As with any bands, there was a short break in period and I needed to make a couple of small adjustments, but I'm very happy with them...especially for my first go.

This is one of my good runs after I got used to everything again






Down the road, I may change the pouch to a little lighter leather, and this one gives me a little slap on the finger every so often. It was all I had on hand at the time. It will work for now.

I know now that I won't be afraid to try something new just because it is different.

Keep shooting.

Todd


----------



## oldmiser (Jan 22, 2014)

"Cool" My friend Nice shooting...~AKAOldmiser


----------



## stej (Jan 16, 2013)

Nice shooting and good to see something new!


----------



## ryguy27 (Nov 8, 2013)

That's Pretty Awesome! Nice Pouch Ties And Pouch, They Look Very Clean And Durable.


----------



## Tex-Shooter (Dec 17, 2009)

Hmmm, a man that uses his brain. Keep it up! -- Tex


----------



## mr. green (Nov 3, 2012)

Thank you for sharing, Graywolf.

Aside from the Spanish square rubber, do you think flatbands or tubes would work on those Spanish shooters?


----------



## GrayWolf (May 14, 2012)

oldmiser said:


> "Cool" My friend Nice shooting...~AKAOldmiser


Thank you



stej said:


> Nice shooting and good to see something new!

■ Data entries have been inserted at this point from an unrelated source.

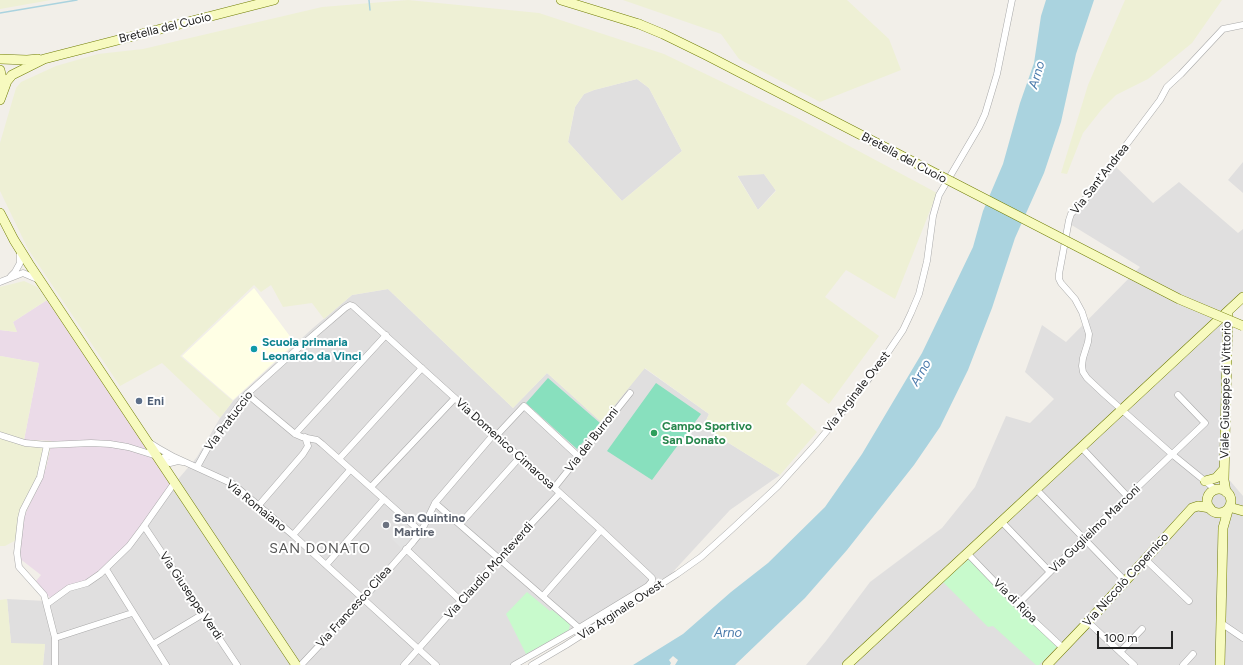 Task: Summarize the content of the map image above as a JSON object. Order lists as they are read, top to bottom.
{
  "streets": {
    "main road": [
      "Bretella del Cuoio",
      "Via Sant'Andrea",
      "Viale Giuseppe di Vittorio",
      "Via Niccolò Copernico"
    ],
    "street": [
      "Via Arginale Ovest",
      "Via Pratuccio",
      "Via dei Burroni",
      "Via Domenico Cimarosa",
      "Via Romaiano",
      "Via Guglielmo Marconi",
      "Via Claudio Monteverdi",
      "Via Giuseppe Verdi",
      "Via di Ripa",
      "Via Francesco Cilea"
    ]
  },
  "crossings": [
    ["Via Sant'Andrea", "Viale Giuseppe di Vittorio"],
    ["Via Sant'Andrea", "Via Guglielmo Marconi"],
    ["Via Pratuccio", "Via Domenico Cimarosa"],
    ["Via Pratuccio", "Via Romaiano"],
    ["Via dei Burroni", "Via Domenico Cimarosa"],
    ["Via dei Burroni", "Via Francesco Cilea"],
    ["Via Domenico Cimarosa", "Via Claudio Monteverdi"],
    ["Via Domenico Cimarosa", "Via Francesco Cilea"],
    ["Via Romaiano", "Via Claudio Monteverdi"],
    ["Via Romaiano", "Via Francesco Cilea"],
    ["Via Guglielmo Marconi", "Via di Ripa"],
    ["Via Niccolò Copernico", "Via di Ripa"]
  ],
  "districts": ["SAN DONATO"],
  "water": ["Arno"],
  "places": [
    "Scuola primaria Leonardo da Vinci",
    "Eni",
    "Campo Sportivo San Donato",
    "San Quintino Martire"
  ],
  "scale_bar": "100 m"
} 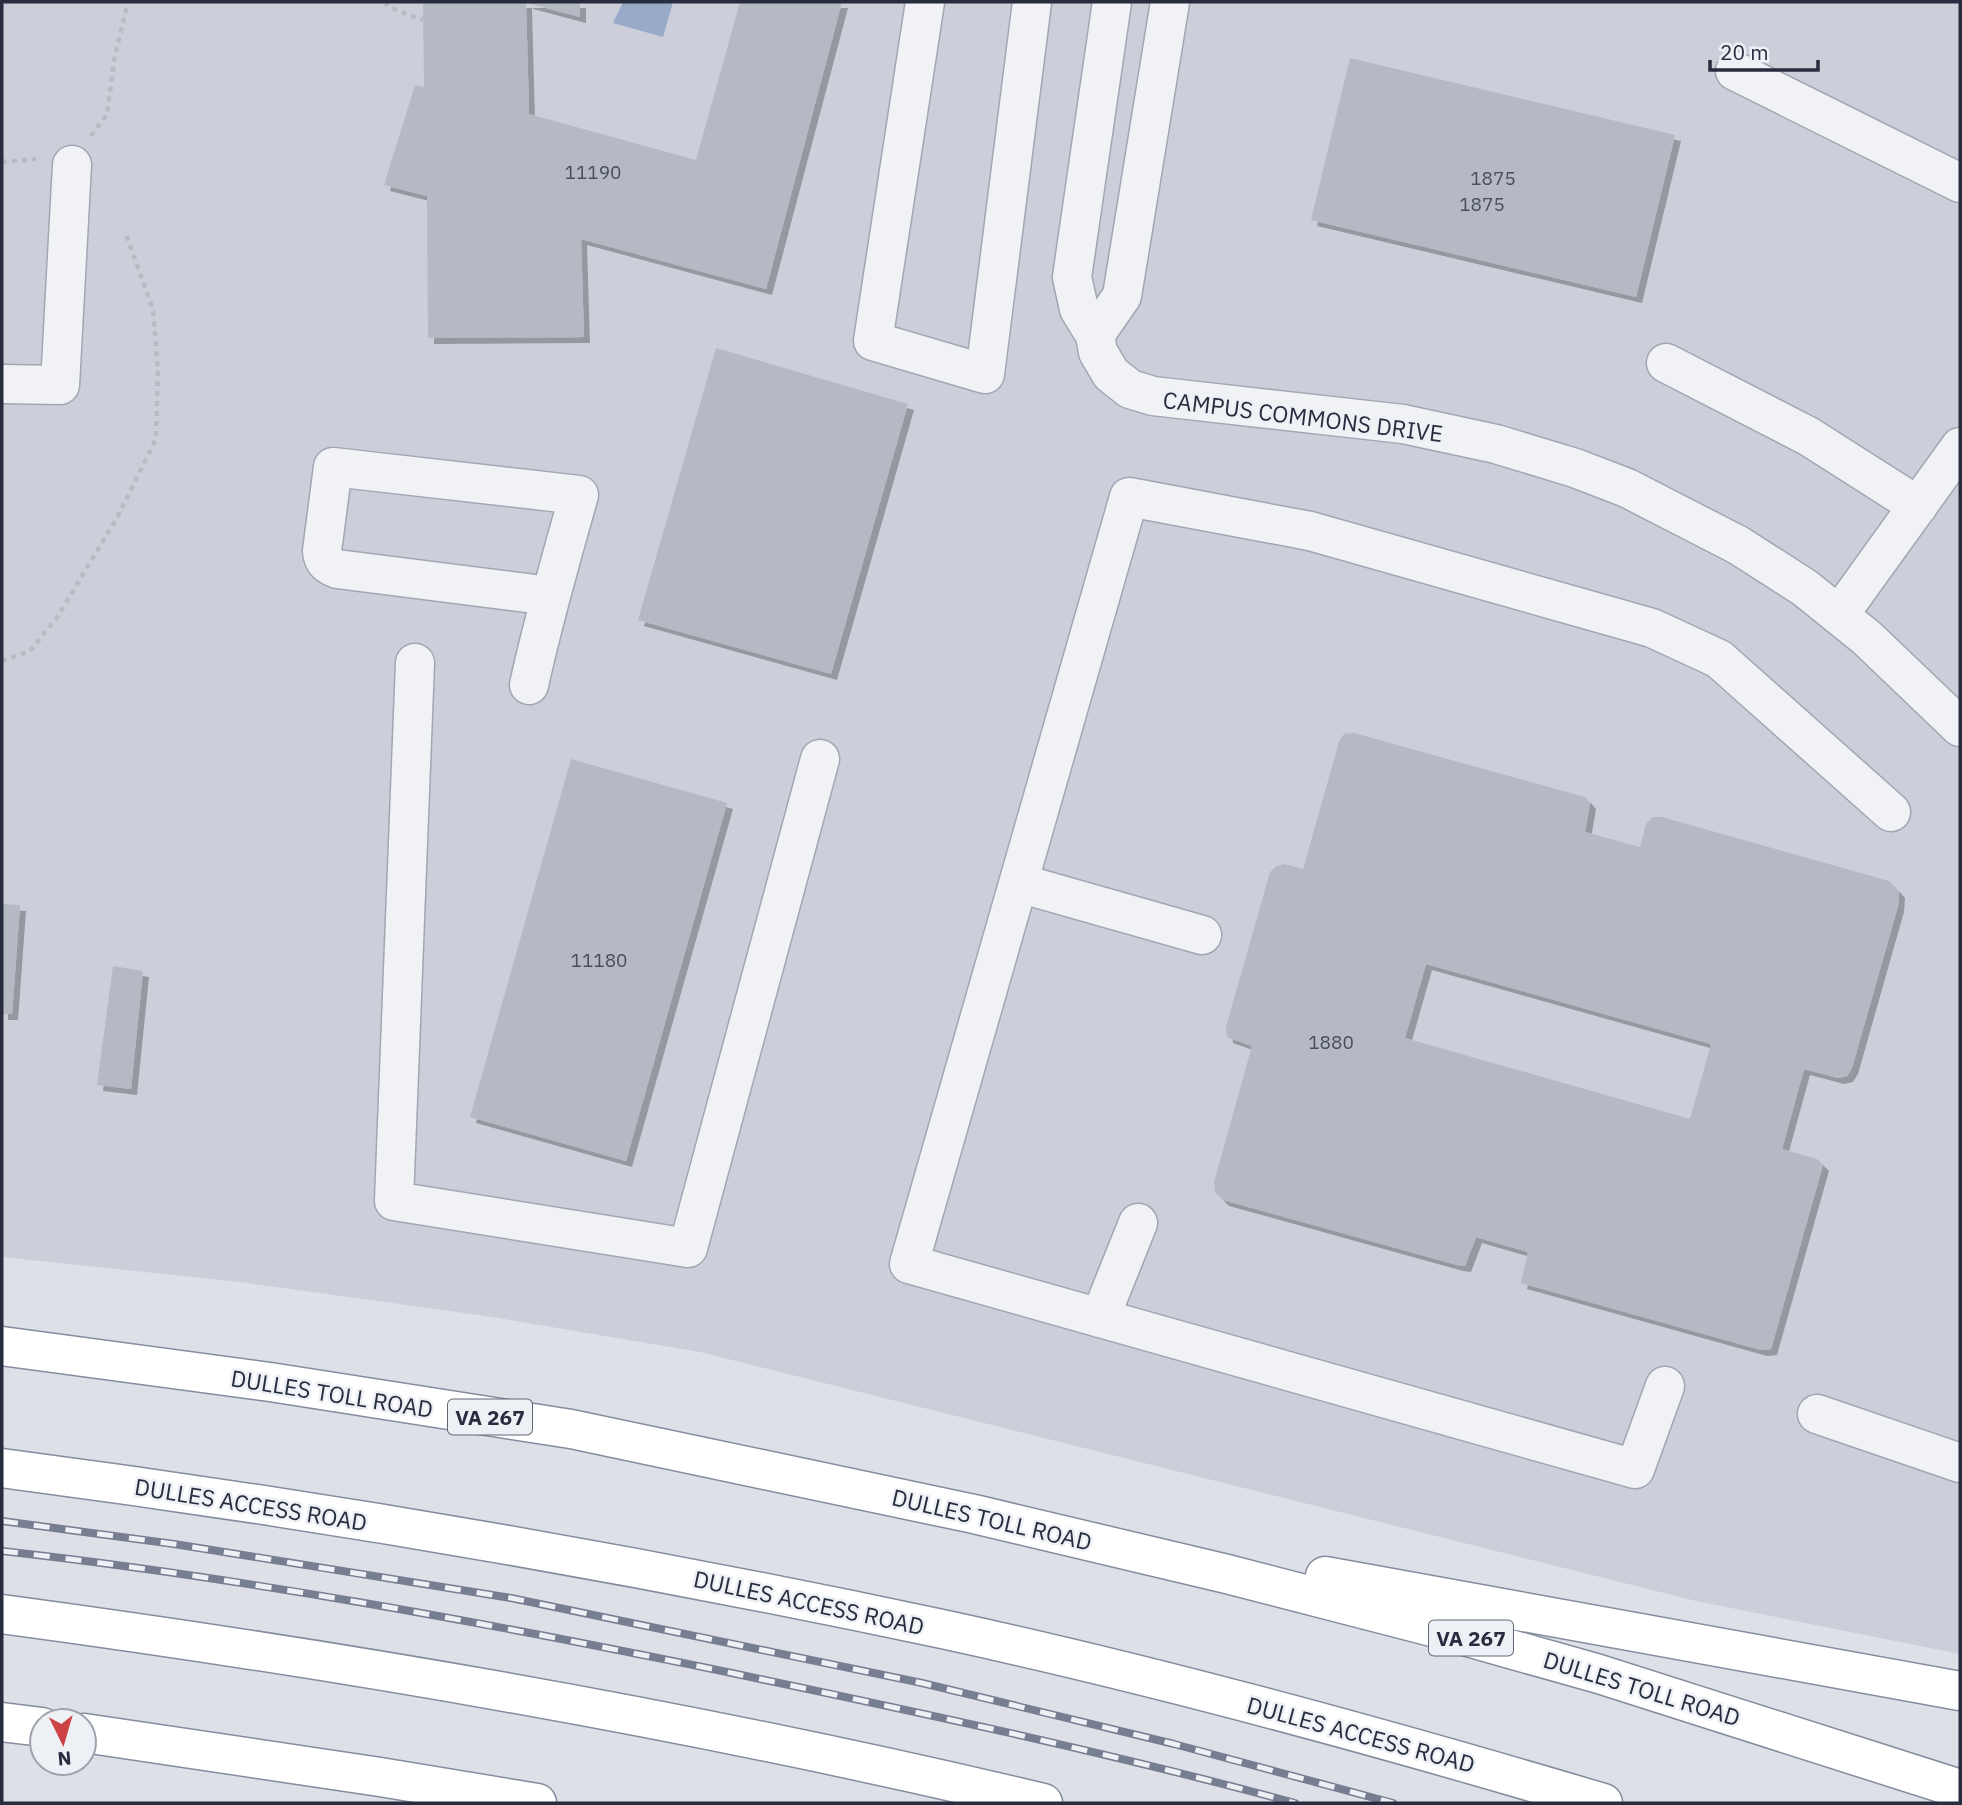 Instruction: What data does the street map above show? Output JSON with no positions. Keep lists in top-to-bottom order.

Thanks...just my version of someone else's design.



ryguy27 said:


> That's Pretty Awesome! Nice Pouch Ties And Pouch, They Look Very Clean And Durable.


Thanks...I'm happy with how it came out.



Tex-Shooter said:


> Hmmm, a man that uses his brain. Keep it up! -- Tex


Not me...I would never have come up with any of this on my own. This is just my version of the ones made by Luis Julian. He was kind enough to let his work be shown. I also have to credit Gaspar...he is the one that did all the work to photo the pouches and send them to me.


----------



## GrayWolf (May 14, 2012)

mr. green said:


> Thank you for sharing, Graywolf.
> 
> Aside from the Spanish square rubber, do you think flatbands or tubes would work on those Spanish shooters?


My pleasure. Many of the Spanish shooters use flatbands and tubes. They are not as long lasting as the gum rubber, but they are much faster. I used the chrony the other night and found that I was getting on the average of 135 ft/sec with the gum rubber. I have some .02 latex on a different frame (not a Spanish style frame) with a comparable pull and it was getting 205 ft/sec.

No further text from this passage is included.